MATERIAL FOR THE TASK: Begin
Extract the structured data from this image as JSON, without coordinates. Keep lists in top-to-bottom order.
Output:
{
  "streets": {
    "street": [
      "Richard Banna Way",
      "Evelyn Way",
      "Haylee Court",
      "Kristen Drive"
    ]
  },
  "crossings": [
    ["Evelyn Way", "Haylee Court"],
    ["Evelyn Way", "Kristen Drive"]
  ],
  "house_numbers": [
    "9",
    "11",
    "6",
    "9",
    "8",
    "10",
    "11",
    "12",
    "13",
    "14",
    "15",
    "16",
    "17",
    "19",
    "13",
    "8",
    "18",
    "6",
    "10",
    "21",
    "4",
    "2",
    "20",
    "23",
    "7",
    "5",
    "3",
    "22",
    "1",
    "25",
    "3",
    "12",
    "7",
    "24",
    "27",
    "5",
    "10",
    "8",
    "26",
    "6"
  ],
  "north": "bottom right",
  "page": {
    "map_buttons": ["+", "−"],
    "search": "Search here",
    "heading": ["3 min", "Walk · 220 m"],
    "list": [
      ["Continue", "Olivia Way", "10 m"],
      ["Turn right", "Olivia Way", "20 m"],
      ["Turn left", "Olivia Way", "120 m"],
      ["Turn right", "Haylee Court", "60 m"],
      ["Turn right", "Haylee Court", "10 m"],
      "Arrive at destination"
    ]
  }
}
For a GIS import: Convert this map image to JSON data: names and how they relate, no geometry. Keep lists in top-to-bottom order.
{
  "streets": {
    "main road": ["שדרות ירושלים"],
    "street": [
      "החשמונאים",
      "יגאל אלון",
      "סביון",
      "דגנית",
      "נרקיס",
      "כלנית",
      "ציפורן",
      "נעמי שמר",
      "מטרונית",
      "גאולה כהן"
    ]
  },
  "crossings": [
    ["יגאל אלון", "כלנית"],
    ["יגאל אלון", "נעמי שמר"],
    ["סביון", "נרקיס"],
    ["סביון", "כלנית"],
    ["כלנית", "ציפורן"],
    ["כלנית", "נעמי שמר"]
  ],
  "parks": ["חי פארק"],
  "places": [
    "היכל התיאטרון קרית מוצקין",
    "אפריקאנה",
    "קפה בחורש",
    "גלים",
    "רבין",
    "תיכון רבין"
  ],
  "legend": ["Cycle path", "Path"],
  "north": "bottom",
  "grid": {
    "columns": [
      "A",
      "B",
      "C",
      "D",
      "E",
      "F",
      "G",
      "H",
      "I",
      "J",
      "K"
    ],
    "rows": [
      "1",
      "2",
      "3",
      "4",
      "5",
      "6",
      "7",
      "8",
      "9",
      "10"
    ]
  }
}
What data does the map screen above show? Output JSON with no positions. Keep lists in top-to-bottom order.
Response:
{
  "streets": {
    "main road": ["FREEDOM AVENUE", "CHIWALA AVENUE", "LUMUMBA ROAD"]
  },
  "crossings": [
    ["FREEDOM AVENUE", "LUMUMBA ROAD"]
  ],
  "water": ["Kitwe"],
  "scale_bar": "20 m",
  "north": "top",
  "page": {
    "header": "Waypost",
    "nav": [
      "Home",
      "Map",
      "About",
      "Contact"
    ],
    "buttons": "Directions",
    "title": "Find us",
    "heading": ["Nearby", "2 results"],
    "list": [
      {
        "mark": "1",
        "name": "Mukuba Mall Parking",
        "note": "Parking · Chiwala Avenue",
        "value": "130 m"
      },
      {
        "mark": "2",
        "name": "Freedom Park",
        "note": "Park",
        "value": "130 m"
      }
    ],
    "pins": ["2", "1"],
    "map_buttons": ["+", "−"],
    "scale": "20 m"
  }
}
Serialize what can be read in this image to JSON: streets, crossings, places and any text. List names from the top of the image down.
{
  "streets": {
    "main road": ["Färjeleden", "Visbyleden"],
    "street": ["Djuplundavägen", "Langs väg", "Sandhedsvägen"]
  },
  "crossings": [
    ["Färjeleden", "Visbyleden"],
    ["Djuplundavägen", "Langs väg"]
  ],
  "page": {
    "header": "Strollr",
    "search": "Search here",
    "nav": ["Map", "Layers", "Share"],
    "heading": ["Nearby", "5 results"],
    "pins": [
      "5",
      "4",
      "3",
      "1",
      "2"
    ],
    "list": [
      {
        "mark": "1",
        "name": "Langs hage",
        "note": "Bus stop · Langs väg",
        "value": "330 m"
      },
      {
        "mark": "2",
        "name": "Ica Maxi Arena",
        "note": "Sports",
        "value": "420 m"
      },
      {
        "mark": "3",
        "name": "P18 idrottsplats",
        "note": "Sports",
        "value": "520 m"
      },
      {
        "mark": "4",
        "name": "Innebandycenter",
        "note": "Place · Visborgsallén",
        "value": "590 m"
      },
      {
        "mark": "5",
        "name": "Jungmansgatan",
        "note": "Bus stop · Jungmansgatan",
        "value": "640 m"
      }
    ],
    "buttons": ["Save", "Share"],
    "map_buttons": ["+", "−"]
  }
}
MATERIAL FOR THE TASK: End
**DIRECTIONS FOR THIS TASK:** All of the data above should be reproduced exactly.

**RESPONSE FOR THIS EXERCISE:**
Extract the structured data from this image as JSON, without coordinates. Keep lists in top-to-bottom order.
Output:
{
  "streets": {
    "street": [
      "Richard Banna Way",
      "Evelyn Way",
      "Haylee Court",
      "Kristen Drive"
    ]
  },
  "crossings": [
    ["Evelyn Way", "Haylee Court"],
    ["Evelyn Way", "Kristen Drive"]
  ],
  "house_numbers": [
    "9",
    "11",
    "6",
    "9",
    "8",
    "10",
    "11",
    "12",
    "13",
    "14",
    "15",
    "16",
    "17",
    "19",
    "13",
    "8",
    "18",
    "6",
    "10",
    "21",
    "4",
    "2",
    "20",
    "23",
    "7",
    "5",
    "3",
    "22",
    "1",
    "25",
    "3",
    "12",
    "7",
    "24",
    "27",
    "5",
    "10",
    "8",
    "26",
    "6"
  ],
  "north": "bottom right",
  "page": {
    "map_buttons": ["+", "−"],
    "search": "Search here",
    "heading": ["3 min", "Walk · 220 m"],
    "list": [
      ["Continue", "Olivia Way", "10 m"],
      ["Turn right", "Olivia Way", "20 m"],
      ["Turn left", "Olivia Way", "120 m"],
      ["Turn right", "Haylee Court", "60 m"],
      ["Turn right", "Haylee Court", "10 m"],
      "Arrive at destination"
    ]
  }
}
For a GIS import: Convert this map image to JSON data: names and how they relate, no geometry. Keep lists in top-to-bottom order.
{
  "streets": {
    "main road": ["שדרות ירושלים"],
    "street": [
      "החשמונאים",
      "יגאל אלון",
      "סביון",
      "דגנית",
      "נרקיס",
      "כלנית",
      "ציפורן",
      "נעמי שמר",
      "מטרונית",
      "גאולה כהן"
    ]
  },
  "crossings": [
    ["יגאל אלון", "כלנית"],
    ["יגאל אלון", "נעמי שמר"],
    ["סביון", "נרקיס"],
    ["סביון", "כלנית"],
    ["כלנית", "ציפורן"],
    ["כלנית", "נעמי שמר"]
  ],
  "parks": ["חי פארק"],
  "places": [
    "היכל התיאטרון קרית מוצקין",
    "אפריקאנה",
    "קפה בחורש",
    "גלים",
    "רבין",
    "תיכון רבין"
  ],
  "legend": ["Cycle path", "Path"],
  "north": "bottom",
  "grid": {
    "columns": [
      "A",
      "B",
      "C",
      "D",
      "E",
      "F",
      "G",
      "H",
      "I",
      "J",
      "K"
    ],
    "rows": [
      "1",
      "2",
      "3",
      "4",
      "5",
      "6",
      "7",
      "8",
      "9",
      "10"
    ]
  }
}
What data does the map screen above show? Output JSON with no positions. Keep lists in top-to-bottom order.
Response:
{
  "streets": {
    "main road": ["FREEDOM AVENUE", "CHIWALA AVENUE", "LUMUMBA ROAD"]
  },
  "crossings": [
    ["FREEDOM AVENUE", "LUMUMBA ROAD"]
  ],
  "water": ["Kitwe"],
  "scale_bar": "20 m",
  "north": "top",
  "page": {
    "header": "Waypost",
    "nav": [
      "Home",
      "Map",
      "About",
      "Contact"
    ],
    "buttons": "Directions",
    "title": "Find us",
    "heading": ["Nearby", "2 results"],
    "list": [
      {
        "mark": "1",
        "name": "Mukuba Mall Parking",
        "note": "Parking · Chiwala Avenue",
        "value": "130 m"
      },
      {
        "mark": "2",
        "name": "Freedom Park",
        "note": "Park",
        "value": "130 m"
      }
    ],
    "pins": ["2", "1"],
    "map_buttons": ["+", "−"],
    "scale": "20 m"
  }
}
Serialize what can be read in this image to JSON: streets, crossings, places and any text. List names from the top of the image down.
{
  "streets": {
    "main road": ["Färjeleden", "Visbyleden"],
    "street": ["Djuplundavägen", "Langs väg", "Sandhedsvägen"]
  },
  "crossings": [
    ["Färjeleden", "Visbyleden"],
    ["Djuplundavägen", "Langs väg"]
  ],
  "page": {
    "header": "Strollr",
    "search": "Search here",
    "nav": ["Map", "Layers", "Share"],
    "heading": ["Nearby", "5 results"],
    "pins": [
      "5",
      "4",
      "3",
      "1",
      "2"
    ],
    "list": [
      {
        "mark": "1",
        "name": "Langs hage",
        "note": "Bus stop · Langs väg",
        "value": "330 m"
      },
      {
        "mark": "2",
        "name": "Ica Maxi Arena",
        "note": "Sports",
        "value": "420 m"
      },
      {
        "mark": "3",
        "name": "P18 idrottsplats",
        "note": "Sports",
        "value": "520 m"
      },
      {
        "mark": "4",
        "name": "Innebandycenter",
        "note": "Place · Visborgsallén",
        "value": "590 m"
      },
      {
        "mark": "5",
        "name": "Jungmansgatan",
        "note": "Bus stop · Jungmansgatan",
        "value": "640 m"
      }
    ],
    "buttons": ["Save", "Share"],
    "map_buttons": ["+", "−"]
  }
}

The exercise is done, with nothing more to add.